Top of Input

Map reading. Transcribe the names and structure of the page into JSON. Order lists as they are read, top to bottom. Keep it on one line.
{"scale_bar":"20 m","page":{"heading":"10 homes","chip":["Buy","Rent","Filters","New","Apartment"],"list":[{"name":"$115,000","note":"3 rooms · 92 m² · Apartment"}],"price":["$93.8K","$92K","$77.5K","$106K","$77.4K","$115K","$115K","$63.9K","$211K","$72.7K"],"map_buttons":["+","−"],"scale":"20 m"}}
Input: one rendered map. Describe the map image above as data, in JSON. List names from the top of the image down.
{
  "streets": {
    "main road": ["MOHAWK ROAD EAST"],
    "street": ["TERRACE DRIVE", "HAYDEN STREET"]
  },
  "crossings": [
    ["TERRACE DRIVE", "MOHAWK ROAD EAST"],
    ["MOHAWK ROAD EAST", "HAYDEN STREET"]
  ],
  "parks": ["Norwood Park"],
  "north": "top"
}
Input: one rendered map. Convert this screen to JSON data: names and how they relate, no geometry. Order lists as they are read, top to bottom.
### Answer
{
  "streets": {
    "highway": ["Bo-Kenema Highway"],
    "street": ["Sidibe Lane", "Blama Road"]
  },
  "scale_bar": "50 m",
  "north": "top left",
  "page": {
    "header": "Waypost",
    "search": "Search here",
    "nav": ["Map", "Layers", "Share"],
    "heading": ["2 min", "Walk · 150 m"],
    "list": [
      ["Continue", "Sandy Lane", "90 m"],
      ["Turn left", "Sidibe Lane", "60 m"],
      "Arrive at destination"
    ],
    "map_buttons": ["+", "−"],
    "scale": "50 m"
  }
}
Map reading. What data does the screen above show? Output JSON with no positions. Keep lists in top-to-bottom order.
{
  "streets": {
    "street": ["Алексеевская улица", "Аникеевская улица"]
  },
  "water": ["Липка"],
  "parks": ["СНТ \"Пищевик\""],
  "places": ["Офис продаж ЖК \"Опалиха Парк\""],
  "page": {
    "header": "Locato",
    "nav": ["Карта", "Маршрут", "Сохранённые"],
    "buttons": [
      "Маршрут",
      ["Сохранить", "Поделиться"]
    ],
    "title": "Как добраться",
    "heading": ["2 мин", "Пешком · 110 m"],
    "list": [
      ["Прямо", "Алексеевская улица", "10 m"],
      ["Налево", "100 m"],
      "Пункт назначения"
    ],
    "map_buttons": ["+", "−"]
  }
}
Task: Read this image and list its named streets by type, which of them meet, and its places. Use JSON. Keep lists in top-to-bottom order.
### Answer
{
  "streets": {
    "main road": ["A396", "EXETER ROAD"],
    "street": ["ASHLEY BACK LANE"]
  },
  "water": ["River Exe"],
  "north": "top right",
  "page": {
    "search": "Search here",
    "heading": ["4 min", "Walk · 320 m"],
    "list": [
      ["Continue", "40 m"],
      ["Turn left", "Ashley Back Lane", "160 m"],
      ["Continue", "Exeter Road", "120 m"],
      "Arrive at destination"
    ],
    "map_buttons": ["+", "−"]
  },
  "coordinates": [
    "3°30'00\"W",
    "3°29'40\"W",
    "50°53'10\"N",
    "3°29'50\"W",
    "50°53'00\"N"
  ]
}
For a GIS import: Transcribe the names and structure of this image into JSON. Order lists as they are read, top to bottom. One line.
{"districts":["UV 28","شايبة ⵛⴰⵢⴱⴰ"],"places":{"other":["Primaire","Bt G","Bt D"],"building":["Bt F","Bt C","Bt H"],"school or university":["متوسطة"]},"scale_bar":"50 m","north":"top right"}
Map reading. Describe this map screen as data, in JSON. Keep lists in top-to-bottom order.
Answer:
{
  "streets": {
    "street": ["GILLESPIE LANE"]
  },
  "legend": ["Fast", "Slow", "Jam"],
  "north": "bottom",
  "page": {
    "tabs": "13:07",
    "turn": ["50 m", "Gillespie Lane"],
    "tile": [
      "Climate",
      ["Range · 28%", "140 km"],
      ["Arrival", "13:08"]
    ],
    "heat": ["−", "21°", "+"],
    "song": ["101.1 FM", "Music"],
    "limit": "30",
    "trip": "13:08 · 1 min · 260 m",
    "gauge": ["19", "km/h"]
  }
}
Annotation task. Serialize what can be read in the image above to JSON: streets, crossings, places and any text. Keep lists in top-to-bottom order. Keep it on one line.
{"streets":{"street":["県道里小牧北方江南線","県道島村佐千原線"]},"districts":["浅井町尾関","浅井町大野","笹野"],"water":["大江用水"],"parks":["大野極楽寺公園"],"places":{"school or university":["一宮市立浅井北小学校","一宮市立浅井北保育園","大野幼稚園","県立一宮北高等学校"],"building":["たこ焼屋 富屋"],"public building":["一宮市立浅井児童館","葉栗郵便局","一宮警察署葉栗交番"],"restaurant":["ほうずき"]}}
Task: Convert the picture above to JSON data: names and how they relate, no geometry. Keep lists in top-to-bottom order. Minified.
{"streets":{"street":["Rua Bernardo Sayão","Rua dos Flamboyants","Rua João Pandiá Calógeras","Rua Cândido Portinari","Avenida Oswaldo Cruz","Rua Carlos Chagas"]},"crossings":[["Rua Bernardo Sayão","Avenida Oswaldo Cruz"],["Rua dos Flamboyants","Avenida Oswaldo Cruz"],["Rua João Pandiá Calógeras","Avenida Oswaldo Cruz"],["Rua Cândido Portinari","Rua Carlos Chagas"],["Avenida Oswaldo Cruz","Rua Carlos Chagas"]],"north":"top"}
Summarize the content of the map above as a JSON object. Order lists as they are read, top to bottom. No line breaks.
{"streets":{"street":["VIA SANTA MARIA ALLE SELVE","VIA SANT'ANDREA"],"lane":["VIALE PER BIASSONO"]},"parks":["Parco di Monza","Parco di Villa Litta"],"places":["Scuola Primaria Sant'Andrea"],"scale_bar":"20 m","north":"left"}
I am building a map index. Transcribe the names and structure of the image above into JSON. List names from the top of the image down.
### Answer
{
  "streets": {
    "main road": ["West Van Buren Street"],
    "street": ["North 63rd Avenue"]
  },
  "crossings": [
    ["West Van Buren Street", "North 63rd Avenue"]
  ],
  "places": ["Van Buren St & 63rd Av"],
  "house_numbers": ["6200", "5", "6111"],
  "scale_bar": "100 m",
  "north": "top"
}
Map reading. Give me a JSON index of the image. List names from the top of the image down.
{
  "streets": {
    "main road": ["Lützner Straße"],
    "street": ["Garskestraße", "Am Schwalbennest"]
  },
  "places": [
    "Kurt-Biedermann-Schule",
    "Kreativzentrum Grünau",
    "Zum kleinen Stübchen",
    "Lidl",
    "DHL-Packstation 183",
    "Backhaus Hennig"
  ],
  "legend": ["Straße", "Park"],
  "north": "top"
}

Bottom of Input

- _What you need to do_
Give back all the data exactly as written.

- _Response for this exercise_
Map reading. Transcribe the names and structure of the page into JSON. Order lists as they are read, top to bottom. Keep it on one line.
{"scale_bar":"20 m","page":{"heading":"10 homes","chip":["Buy","Rent","Filters","New","Apartment"],"list":[{"name":"$115,000","note":"3 rooms · 92 m² · Apartment"}],"price":["$93.8K","$92K","$77.5K","$106K","$77.4K","$115K","$115K","$63.9K","$211K","$72.7K"],"map_buttons":["+","−"],"scale":"20 m"}}
Input: one rendered map. Describe the map image above as data, in JSON. List names from the top of the image down.
{
  "streets": {
    "main road": ["MOHAWK ROAD EAST"],
    "street": ["TERRACE DRIVE", "HAYDEN STREET"]
  },
  "crossings": [
    ["TERRACE DRIVE", "MOHAWK ROAD EAST"],
    ["MOHAWK ROAD EAST", "HAYDEN STREET"]
  ],
  "parks": ["Norwood Park"],
  "north": "top"
}
Input: one rendered map. Convert this screen to JSON data: names and how they relate, no geometry. Order lists as they are read, top to bottom.
### Answer
{
  "streets": {
    "highway": ["Bo-Kenema Highway"],
    "street": ["Sidibe Lane", "Blama Road"]
  },
  "scale_bar": "50 m",
  "north": "top left",
  "page": {
    "header": "Waypost",
    "search": "Search here",
    "nav": ["Map", "Layers", "Share"],
    "heading": ["2 min", "Walk · 150 m"],
    "list": [
      ["Continue", "Sandy Lane", "90 m"],
      ["Turn left", "Sidibe Lane", "60 m"],
      "Arrive at destination"
    ],
    "map_buttons": ["+", "−"],
    "scale": "50 m"
  }
}
Map reading. What data does the screen above show? Output JSON with no positions. Keep lists in top-to-bottom order.
{
  "streets": {
    "street": ["Алексеевская улица", "Аникеевская улица"]
  },
  "water": ["Липка"],
  "parks": ["СНТ \"Пищевик\""],
  "places": ["Офис продаж ЖК \"Опалиха Парк\""],
  "page": {
    "header": "Locato",
    "nav": ["Карта", "Маршрут", "Сохранённые"],
    "buttons": [
      "Маршрут",
      ["Сохранить", "Поделиться"]
    ],
    "title": "Как добраться",
    "heading": ["2 мин", "Пешком · 110 m"],
    "list": [
      ["Прямо", "Алексеевская улица", "10 m"],
      ["Налево", "100 m"],
      "Пункт назначения"
    ],
    "map_buttons": ["+", "−"]
  }
}
Task: Read this image and list its named streets by type, which of them meet, and its places. Use JSON. Keep lists in top-to-bottom order.
### Answer
{
  "streets": {
    "main road": ["A396", "EXETER ROAD"],
    "street": ["ASHLEY BACK LANE"]
  },
  "water": ["River Exe"],
  "north": "top right",
  "page": {
    "search": "Search here",
    "heading": ["4 min", "Walk · 320 m"],
    "list": [
      ["Continue", "40 m"],
      ["Turn left", "Ashley Back Lane", "160 m"],
      ["Continue", "Exeter Road", "120 m"],
      "Arrive at destination"
    ],
    "map_buttons": ["+", "−"]
  },
  "coordinates": [
    "3°30'00\"W",
    "3°29'40\"W",
    "50°53'10\"N",
    "3°29'50\"W",
    "50°53'00\"N"
  ]
}
For a GIS import: Transcribe the names and structure of this image into JSON. Order lists as they are read, top to bottom. One line.
{"districts":["UV 28","شايبة ⵛⴰⵢⴱⴰ"],"places":{"other":["Primaire","Bt G","Bt D"],"building":["Bt F","Bt C","Bt H"],"school or university":["متوسطة"]},"scale_bar":"50 m","north":"top right"}
Map reading. Describe this map screen as data, in JSON. Keep lists in top-to-bottom order.
Answer:
{
  "streets": {
    "street": ["GILLESPIE LANE"]
  },
  "legend": ["Fast", "Slow", "Jam"],
  "north": "bottom",
  "page": {
    "tabs": "13:07",
    "turn": ["50 m", "Gillespie Lane"],
    "tile": [
      "Climate",
      ["Range · 28%", "140 km"],
      ["Arrival", "13:08"]
    ],
    "heat": ["−", "21°", "+"],
    "song": ["101.1 FM", "Music"],
    "limit": "30",
    "trip": "13:08 · 1 min · 260 m",
    "gauge": ["19", "km/h"]
  }
}
Annotation task. Serialize what can be read in the image above to JSON: streets, crossings, places and any text. Keep lists in top-to-bottom order. Keep it on one line.
{"streets":{"street":["県道里小牧北方江南線","県道島村佐千原線"]},"districts":["浅井町尾関","浅井町大野","笹野"],"water":["大江用水"],"parks":["大野極楽寺公園"],"places":{"school or university":["一宮市立浅井北小学校","一宮市立浅井北保育園","大野幼稚園","県立一宮北高等学校"],"building":["たこ焼屋 富屋"],"public building":["一宮市立浅井児童館","葉栗郵便局","一宮警察署葉栗交番"],"restaurant":["ほうずき"]}}
Task: Convert the picture above to JSON data: names and how they relate, no geometry. Keep lists in top-to-bottom order. Minified.
{"streets":{"street":["Rua Bernardo Sayão","Rua dos Flamboyants","Rua João Pandiá Calógeras","Rua Cândido Portinari","Avenida Oswaldo Cruz","Rua Carlos Chagas"]},"crossings":[["Rua Bernardo Sayão","Avenida Oswaldo Cruz"],["Rua dos Flamboyants","Avenida Oswaldo Cruz"],["Rua João Pandiá Calógeras","Avenida Oswaldo Cruz"],["Rua Cândido Portinari","Rua Carlos Chagas"],["Avenida Oswaldo Cruz","Rua Carlos Chagas"]],"north":"top"}
Summarize the content of the map above as a JSON object. Order lists as they are read, top to bottom. No line breaks.
{"streets":{"street":["VIA SANTA MARIA ALLE SELVE","VIA SANT'ANDREA"],"lane":["VIALE PER BIASSONO"]},"parks":["Parco di Monza","Parco di Villa Litta"],"places":["Scuola Primaria Sant'Andrea"],"scale_bar":"20 m","north":"left"}
I am building a map index. Transcribe the names and structure of the image above into JSON. List names from the top of the image down.
### Answer
{
  "streets": {
    "main road": ["West Van Buren Street"],
    "street": ["North 63rd Avenue"]
  },
  "crossings": [
    ["West Van Buren Street", "North 63rd Avenue"]
  ],
  "places": ["Van Buren St & 63rd Av"],
  "house_numbers": ["6200", "5", "6111"],
  "scale_bar": "100 m",
  "north": "top"
}
Map reading. Give me a JSON index of the image. List names from the top of the image down.
{
  "streets": {
    "main road": ["Lützner Straße"],
    "street": ["Garskestraße", "Am Schwalbennest"]
  },
  "places": [
    "Kurt-Biedermann-Schule",
    "Kreativzentrum Grünau",
    "Zum kleinen Stübchen",
    "Lidl",
    "DHL-Packstation 183",
    "Backhaus Hennig"
  ],
  "legend": ["Straße", "Park"],
  "north": "top"
}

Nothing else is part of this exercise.